Was also tun, wenn in Berlin der Bundesverband der Abfallwirtschaft ein gutes Jahr vor der Landtagswahl eine neue geschäftsführende Präsidentin sucht, und zwar am besten aus der Partei, der auch die fachlich zuständigen Bundesminister angehören? Was für eine hübsche Gelegenheit, zumal der Job wohl fast doppelt so gut bezahlt wird wie die Ministerin-Stelle.
Es gibt nur ein paar Probleme. Da ist erst einmal die eigene Partei, deren bekanntestes und kompetentestes Kabinettsmitglied Sie sind. Eine fachkundige und politisch erfahrene Nachfolgerin steht nicht bereit, und mit einem Nachfolger wird es wegen der Parität schwierig.

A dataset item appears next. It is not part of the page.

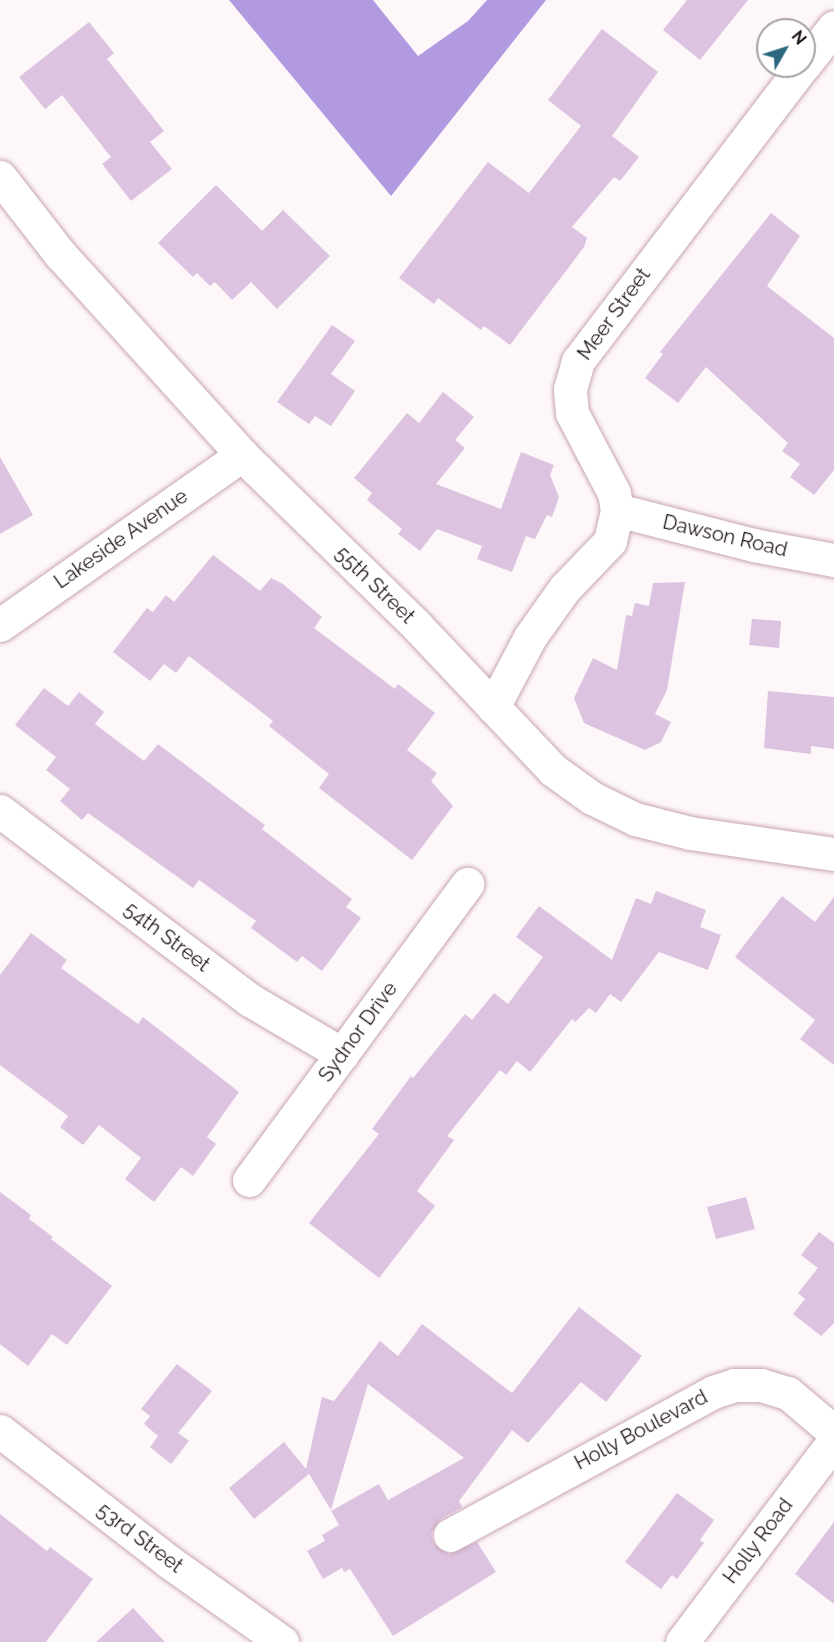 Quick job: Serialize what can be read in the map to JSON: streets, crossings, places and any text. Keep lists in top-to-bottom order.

Zudem wissen Sie, wie laut in Partei und Koalition über Ihren grünen Ministerkollegen Dirk Adams geklagt wird. Soll er jetzt Vize-Ministerpräsident werden? Oder wird, falls Sie gehen, vielmehr das eintreten, was einige Obere in der Partei erwägen? Würde Adams dann gleich mit ausgetauscht? Und könnte er das einfach so akzeptieren?
Sie müssen ahnen, wie schmutzig das alles werden kann. Sie sind das Machtzentrum der kleinen Landespartei. Verkünden Sie Ihren Rücktritt ohne Nachfolgeregelung, besteht die Gefahr, dass alle durcheinanderlaufen und es zur öffentlichen Schlammschlacht kommt.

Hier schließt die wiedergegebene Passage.